[Saved entries]
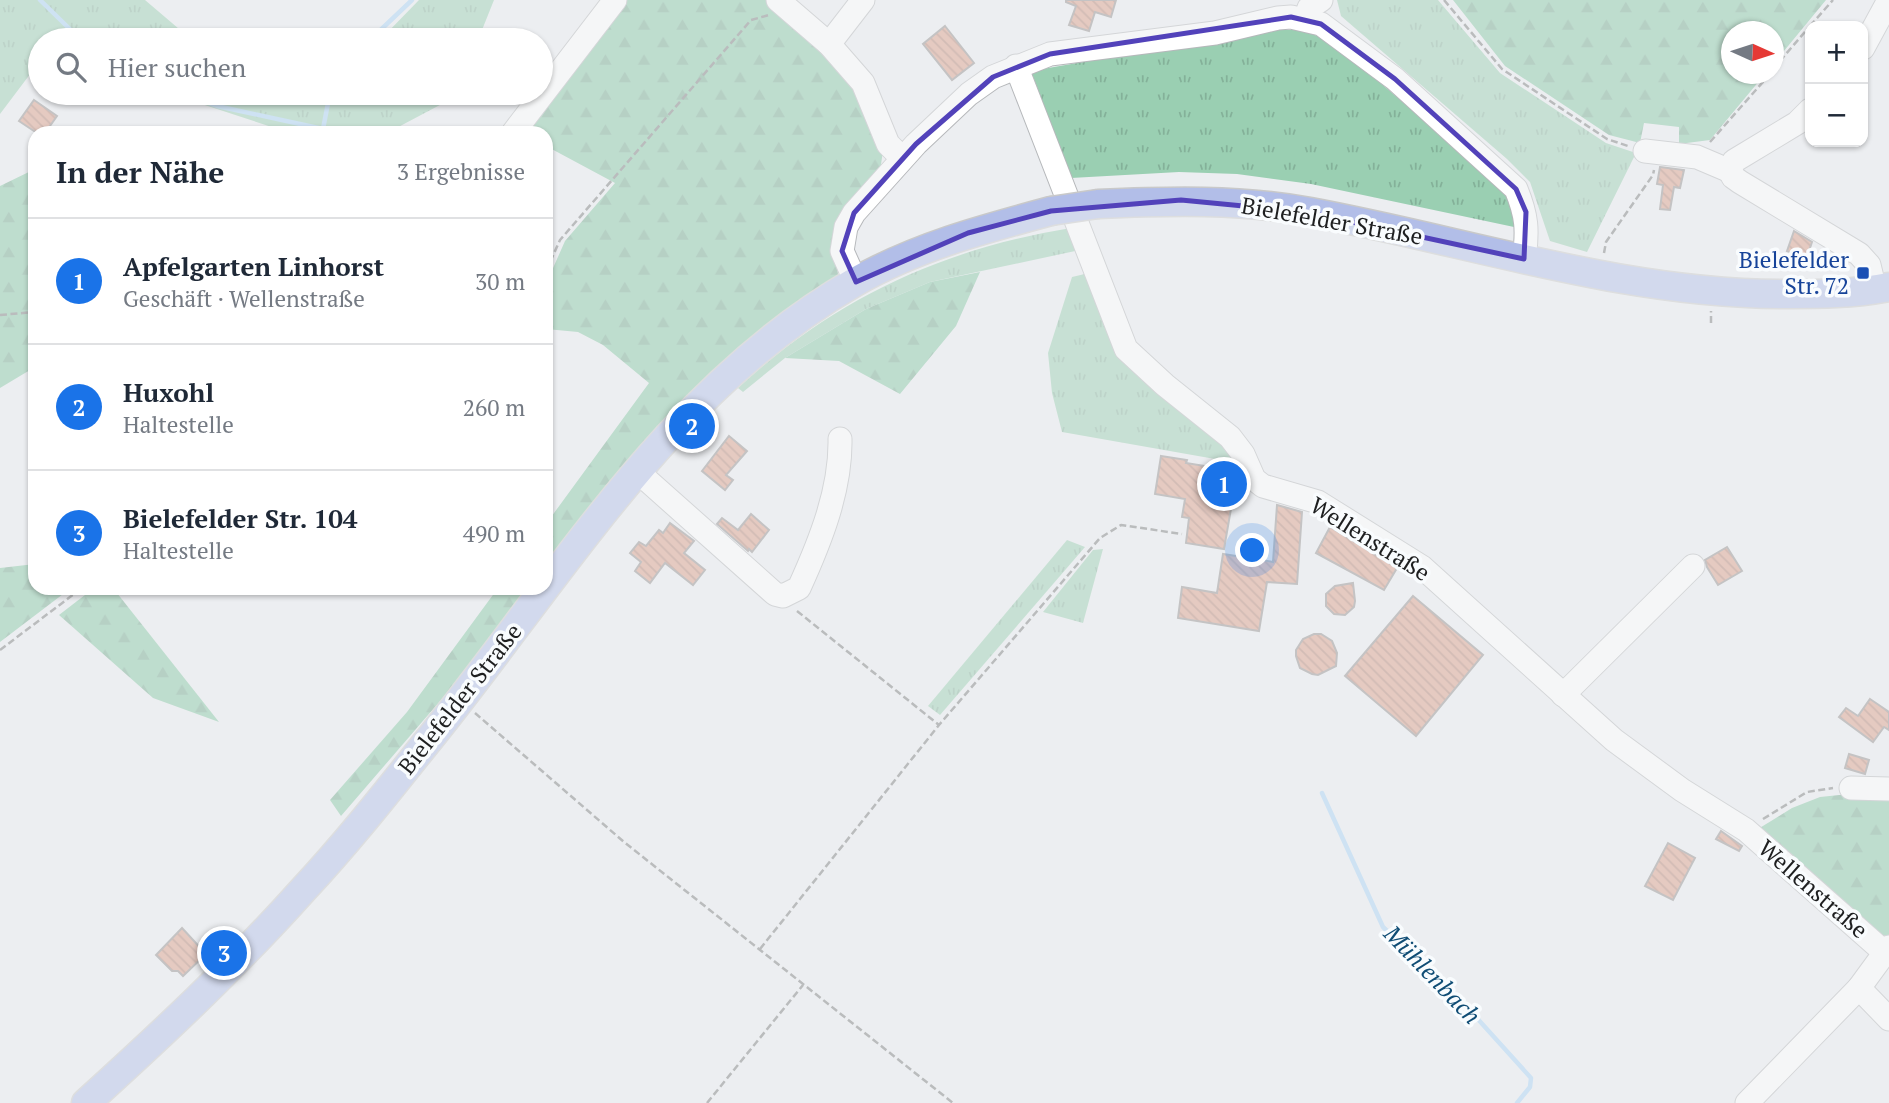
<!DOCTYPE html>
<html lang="de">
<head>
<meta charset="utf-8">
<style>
	:root { --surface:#fff; --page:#f6f6f7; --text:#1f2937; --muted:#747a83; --line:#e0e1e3; --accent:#1a73e8 }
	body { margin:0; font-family:"PT Serif",serif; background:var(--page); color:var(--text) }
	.controls { position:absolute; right:21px; top:21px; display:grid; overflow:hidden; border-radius:14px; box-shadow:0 2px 5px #0004 }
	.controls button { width:63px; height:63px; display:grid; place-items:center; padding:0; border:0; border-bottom:2px solid var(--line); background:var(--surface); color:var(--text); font:35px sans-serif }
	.compass { position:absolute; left:1721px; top:21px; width:63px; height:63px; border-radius:50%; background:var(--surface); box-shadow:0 2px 5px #0004; rotate:93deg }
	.you { position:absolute; left:1253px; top:551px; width:24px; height:24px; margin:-18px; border:5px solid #fff; border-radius:50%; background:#1a73e8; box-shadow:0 0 0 10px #1a73e833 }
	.badge { display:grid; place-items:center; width:46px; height:46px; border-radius:50%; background:var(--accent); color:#fff; font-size:23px; font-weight:700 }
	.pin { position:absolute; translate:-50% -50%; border:4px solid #fff; box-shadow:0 2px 7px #0006 }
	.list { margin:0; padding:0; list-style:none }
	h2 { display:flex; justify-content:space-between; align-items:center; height:91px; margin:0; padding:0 28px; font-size:30px }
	h2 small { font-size:23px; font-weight:400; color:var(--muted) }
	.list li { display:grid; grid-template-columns:46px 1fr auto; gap:21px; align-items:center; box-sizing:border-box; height:126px; padding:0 28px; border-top:2px solid var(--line) }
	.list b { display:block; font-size:26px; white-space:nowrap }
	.list p { margin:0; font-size:23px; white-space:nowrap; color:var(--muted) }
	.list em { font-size:23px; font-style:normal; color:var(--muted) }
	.icon { flex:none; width:38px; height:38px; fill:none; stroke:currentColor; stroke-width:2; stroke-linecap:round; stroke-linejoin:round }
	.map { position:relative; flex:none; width:1889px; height:1103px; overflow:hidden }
	.search { position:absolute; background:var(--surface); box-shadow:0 2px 5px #0004; left:28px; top:28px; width:525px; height:77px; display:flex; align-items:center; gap:18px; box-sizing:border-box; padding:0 24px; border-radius:38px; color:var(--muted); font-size:26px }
	.panel { position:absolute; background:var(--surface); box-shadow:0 2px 5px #0004; left:28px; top:126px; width:525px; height:469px; border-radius:21px }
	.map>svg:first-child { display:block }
	.grass { fill:url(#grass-tufts) }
	.forest { fill:url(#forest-firs) }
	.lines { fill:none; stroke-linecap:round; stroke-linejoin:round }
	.stream { stroke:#a9d3f5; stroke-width:4.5 }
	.building { fill:url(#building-back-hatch); stroke:#938f8e; stroke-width:2 }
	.minor-casing { stroke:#b6b8bb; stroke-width:25 }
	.major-casing { stroke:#c9c9c9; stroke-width:31 }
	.path { stroke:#7c7e7f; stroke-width:2.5; stroke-dasharray:7 3.5; stroke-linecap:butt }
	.minor { stroke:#fff; stroke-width:23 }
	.major { stroke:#b2bee8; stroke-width:28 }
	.major-bridge-casing { stroke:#c9c9c9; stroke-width:31; stroke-linecap:butt }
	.major-bridge { stroke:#b2bee8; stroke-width:28 }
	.marked { fill:none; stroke:#5242ba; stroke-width:5; stroke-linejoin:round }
	.transit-dot { fill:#1a4fb4; stroke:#f9fcfe; stroke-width:2.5 }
	.labels { text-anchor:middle; stroke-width:7; stroke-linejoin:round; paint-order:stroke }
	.street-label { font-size:23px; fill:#1e1f20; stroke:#f9fcfe }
	.transit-label { font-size:23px; fill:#164399; stroke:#f9fcfe; text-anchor:end }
	.water-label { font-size:24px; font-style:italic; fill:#104d75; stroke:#f9fcfe }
</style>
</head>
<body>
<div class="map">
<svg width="1889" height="1103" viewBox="0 0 1889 1103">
	<defs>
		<pattern id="grass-tufts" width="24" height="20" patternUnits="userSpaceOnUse" patternTransform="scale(1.75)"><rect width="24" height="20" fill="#9acfb2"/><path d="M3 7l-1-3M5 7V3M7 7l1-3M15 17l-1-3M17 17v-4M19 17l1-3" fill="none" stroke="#84b199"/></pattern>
		<pattern id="forest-firs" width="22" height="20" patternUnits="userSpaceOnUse" patternTransform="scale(1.75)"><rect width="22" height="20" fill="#86c7a5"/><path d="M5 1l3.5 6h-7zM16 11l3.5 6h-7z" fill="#73aa8e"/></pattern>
		<pattern id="building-back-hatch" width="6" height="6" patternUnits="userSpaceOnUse" patternTransform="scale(1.75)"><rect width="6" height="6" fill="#dc9d87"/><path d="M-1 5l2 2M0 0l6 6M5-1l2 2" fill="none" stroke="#b27f6e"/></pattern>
	</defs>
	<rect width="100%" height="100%" fill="#eceef1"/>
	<g class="grass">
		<path d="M0 0H145L192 40H73L63 32 56 40H40V61L0 114Z"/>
		<path d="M419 0H494L478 40H380Z"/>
		<path d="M1337 0H1438L1500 73 1606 143 1636 153 1587 252 1550 241 1530 182 1507 159 1341 16Z"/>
		<path d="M1267 30H1301L1331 41 1505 189 1517 212 1514 227 1311 184 1237 174 1179 172 1071 178 1031 71Z"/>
		<path d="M168 93H456L455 97 387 133H290Z"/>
		<path d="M1071 228 1080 250 930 282 866 309 785 358 743 392 738 388C834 299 942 249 1071 228Z"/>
		<path d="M1089 273 1120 350 1233 450 1232 462 1062 432 1052 393 1048 353 1072 277Z"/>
		<path d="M1067 540 1085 547 940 715 928 706Z"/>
		<path d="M1103 549 1083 623 1043 612 1093 550Z"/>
	</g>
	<g class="forest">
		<path d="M627 0H768L855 86 883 151 880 171 837 264 838 275 723 364 671 413 546 565V524L649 383 603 345 578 332 546 329V284L565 241 615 183 546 146V133H528Z"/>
		<path d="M1453 0H1826L1774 63 1773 32H1731V74H1765L1710 140 1679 144V127L1644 123 1640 143 1609 135 1505 66Z"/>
		<path d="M35 169V367L0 388V186Z"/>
		<path d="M980 272 956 326 900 394 839 361 785 358 866 309 930 282Z"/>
		<path d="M35 564V588H71L0 642V568Z"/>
		<path d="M94 588H113L219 722 153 698 59 615Z"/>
		<path d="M498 588H528L447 693 341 816 330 800 407 712Z"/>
		<path d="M1849 794H1889V935L1877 937 1758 829 1792 808 1820 797Z"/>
	</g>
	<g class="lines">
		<g class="stream">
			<path d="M40 0 81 40"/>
			<path d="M370 40 412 0"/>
			<path d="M180 93 217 106 323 129 330 93"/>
			<path d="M1322 793 1383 927 1466 1006 1531 1078 1530 1087 1517 1103"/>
		</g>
	</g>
	<g class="building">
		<path d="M1066 0H1116L1111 17 1095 12 1089 31 1069 25 1076 6 1066 2Z"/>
		<path d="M945 26 974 63 952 80 923 44Z"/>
		<path d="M34 100 57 116 45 133H37L19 121Z"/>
		<path d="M1660 167 1684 170 1680 188 1674 187 1670 210 1660 209 1663 185 1657 184Z"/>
		<path d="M1794 231 1812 242 1807 257 1787 251Z"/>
		<path d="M729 436 747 451 726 475 733 480 725 490 702 471Z"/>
		<path d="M1161 456 1187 460 1186 463 1235 471 1237 474 1234 492 1239 493 1237 504 1232 503 1224 549 1186 543 1189 518 1182 517 1185 499 1155 494Z"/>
		<path d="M1277 505 1302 512 1297 584 1267 582 1259 631 1178 618 1182 587 1217 593 1223 554 1273 562Z"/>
		<path d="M751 514 769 530 752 552 749 549 748 551 717 524 722 518 738 530Z"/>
		<path d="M670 523 694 541 684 553 705 570 693 585 665 563 650 583 635 571 641 562 630 553 639 542 646 546 659 530 663 533Z"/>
		<path d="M1330 527 1397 568 1384 590 1316 553Z"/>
		<path d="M1727 547 1742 571 1718 585 1707 567 1705 560Z"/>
		<path d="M1353 583 1355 601 1354 607 1345 615 1334 614 1326 606V594L1335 586Z"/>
		<path d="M1413 596 1483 655 1416 736 1345 676Z"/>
		<path d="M1314 634H1321L1332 641 1337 653 1336 666 1318 675 1312 674 1300 668 1296 656V650L1303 639Z"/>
		<path d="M1870 699 1889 712V730L1884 727 1873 742 1839 717 1846 708 1858 716Z"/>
		<path d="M1849 754 1869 760 1865 774 1845 768Z"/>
		<path d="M1721 831 1742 846 1739 851 1716 839Z"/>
		<path d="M1668 843 1695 858 1673 900 1645 886Z"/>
		<path d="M182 928 206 954 183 976 178 971H172L156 955Z"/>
	</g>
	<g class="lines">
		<defs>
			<g id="minor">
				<path d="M778 0 829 44 863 83 888 144 902 158"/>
				<path d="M1305 19 1309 8 1321 0"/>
				<path d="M829 44 863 0"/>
				<path d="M1863 48 1889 0"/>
				<path d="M1016 66 1126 349 1165 385 1230 437 1243 454 1254 479 1263 486 1318 502 1422 567 1614 740 1682 790 1746 830 1884 952"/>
				<path d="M1810 110 1797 123 1734 161 1730 171 1733 177 1740 182 1859 254 1869 265 1875 290"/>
				<path d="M513 133 615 0"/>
				<path d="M1645 151 1697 157 1730 171"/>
				<path d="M856 282 842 251 846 227 854 213 916 144 969 94 993 77 1050 54 1215 33 1278 18 1291 17 1321 24 1395 79 1516 189C1527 216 1528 230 1524 259"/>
				<path d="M638 472 775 594 783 596 799 588C820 542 841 490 840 439"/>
				<path d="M1563 695 1693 566"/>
				<path d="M1851 788 1889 789"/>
				<path d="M1859 988 1889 1019"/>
				<path d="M1747 1103 1859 988 1889 947"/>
			</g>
			<g id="major">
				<path d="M1098 204C1169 201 1240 199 1310 212 1467 241 1622 294 1784 294 1819 294 1854 294 1889 287"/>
				<path d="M86 1103C161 1035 235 966 302 891 345 845 384 796 423 747 556 584 668 389 855 282 916 247 984 229 1051 211"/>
			</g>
		</defs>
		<use href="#minor" class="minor-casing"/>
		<use href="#major" class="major-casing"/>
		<g class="path">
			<path d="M1444 0 1502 69 1607 139 1628 146"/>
			<path d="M1810 26 1833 0"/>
			<path d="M1773 69 1810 26"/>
			<path d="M1710 142 1770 74"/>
			<path d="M1604 253 1606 242 1653 175 1654 170"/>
			<path d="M546 271 560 240 751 20 769 15"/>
			<path d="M0 315 35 312"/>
			<path d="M1711 323V311"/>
			<path d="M797 611 939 725"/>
			<path d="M0 650 82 588"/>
			<path d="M475 713 624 842 953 1103"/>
			<path d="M1763 819 1807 792 1833 788"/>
			<path d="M760 949 939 725 1100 538 1121 525 1182 534"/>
			<path d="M707 1103 803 985"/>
		</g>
		<use href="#minor" class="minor"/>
		<use href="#major" class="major"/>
		<defs>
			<path id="major-bridge" d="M1051 211 1098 204"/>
		</defs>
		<use href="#major-bridge" class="major-bridge-casing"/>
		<use href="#major-bridge" class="major-bridge"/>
	</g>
	<path d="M0 0H1889V1103H0ZM1291 17 1321 24 1395 79 1516 189 1526 212 1524 259 1306 212 1181 200 1051 211 968 233 856 282 842 251 854 213 916 144 993 77 1050 54Z" fill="#eceef1" fill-opacity=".55" fill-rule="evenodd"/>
	<path class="marked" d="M1291 17 1321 24 1395 79 1516 189 1526 212 1524 259 1306 212 1181 200 1051 211 968 233 856 282 842 251 854 213 916 144 993 77 1050 54Z"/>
	<rect class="transit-dot" x="1856" y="266" width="14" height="14" rx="3.5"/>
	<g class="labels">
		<g class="street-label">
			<text transform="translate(1332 221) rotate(10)" y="8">Bielefelder Straße</text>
			<text transform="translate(1370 539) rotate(32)" y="8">Wellenstraße</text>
			<text transform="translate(460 699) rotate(-52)" y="8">Bielefelder Straße</text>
			<text transform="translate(1813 889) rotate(41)" y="8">Wellenstraße</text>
		</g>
		<g class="transit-label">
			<text x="1849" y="268">Bielefelder<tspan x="1849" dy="26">Str. 72</tspan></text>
		</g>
		<g class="water-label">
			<text transform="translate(1432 975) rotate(46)" y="8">Mühlenbach</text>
		</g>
	</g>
</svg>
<div class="controls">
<button>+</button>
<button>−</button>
</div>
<svg class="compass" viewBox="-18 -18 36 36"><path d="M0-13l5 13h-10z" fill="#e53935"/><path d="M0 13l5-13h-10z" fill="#747a83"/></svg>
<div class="you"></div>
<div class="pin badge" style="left:1224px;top:484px">1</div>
<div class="pin badge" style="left:692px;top:426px">2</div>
<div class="pin badge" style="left:224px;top:953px">3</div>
<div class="search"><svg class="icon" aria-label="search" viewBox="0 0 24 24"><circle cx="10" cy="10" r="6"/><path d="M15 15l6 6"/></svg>Hier suchen</div>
<section class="panel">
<h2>In der Nähe<small>3 Ergebnisse</small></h2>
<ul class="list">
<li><span class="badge">1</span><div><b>Apfelgarten Linhorst</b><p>Geschäft · Wellenstraße</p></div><em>30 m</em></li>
<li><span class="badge">2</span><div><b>Huxohl</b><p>Haltestelle</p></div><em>260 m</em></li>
<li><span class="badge">3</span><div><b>Bielefelder Str. 104</b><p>Haltestelle</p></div><em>490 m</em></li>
</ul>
</section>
</div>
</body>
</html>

- INSTRUCTIONS FOR THE TASK:
Return exactly the lines above from the line that has "display:flex; justify-content:space-between; align-items:center;" through the line that has "flex:none; width:38px; height:38px;", inclusive, and nothing else.

- EXERCISE ANSWER:
	h2 { display:flex; justify-content:space-between; align-items:center; height:91px; margin:0; padding:0 28px; font-size:30px }
	h2 small { font-size:23px; font-weight:400; color:var(--muted) }
	.list li { display:grid; grid-template-columns:46px 1fr auto; gap:21px; align-items:center; box-sizing:border-box; height:126px; padding:0 28px; border-top:2px solid var(--line) }
	.list b { display:block; font-size:26px; white-space:nowrap }
	.list p { margin:0; font-size:23px; white-space:nowrap; color:var(--muted) }
	.list em { font-size:23px; font-style:normal; color:var(--muted) }
	.icon { flex:none; width:38px; height:38px; fill:none; stroke:currentColor; stroke-width:2; stroke-linecap:round; stroke-linejoin:round }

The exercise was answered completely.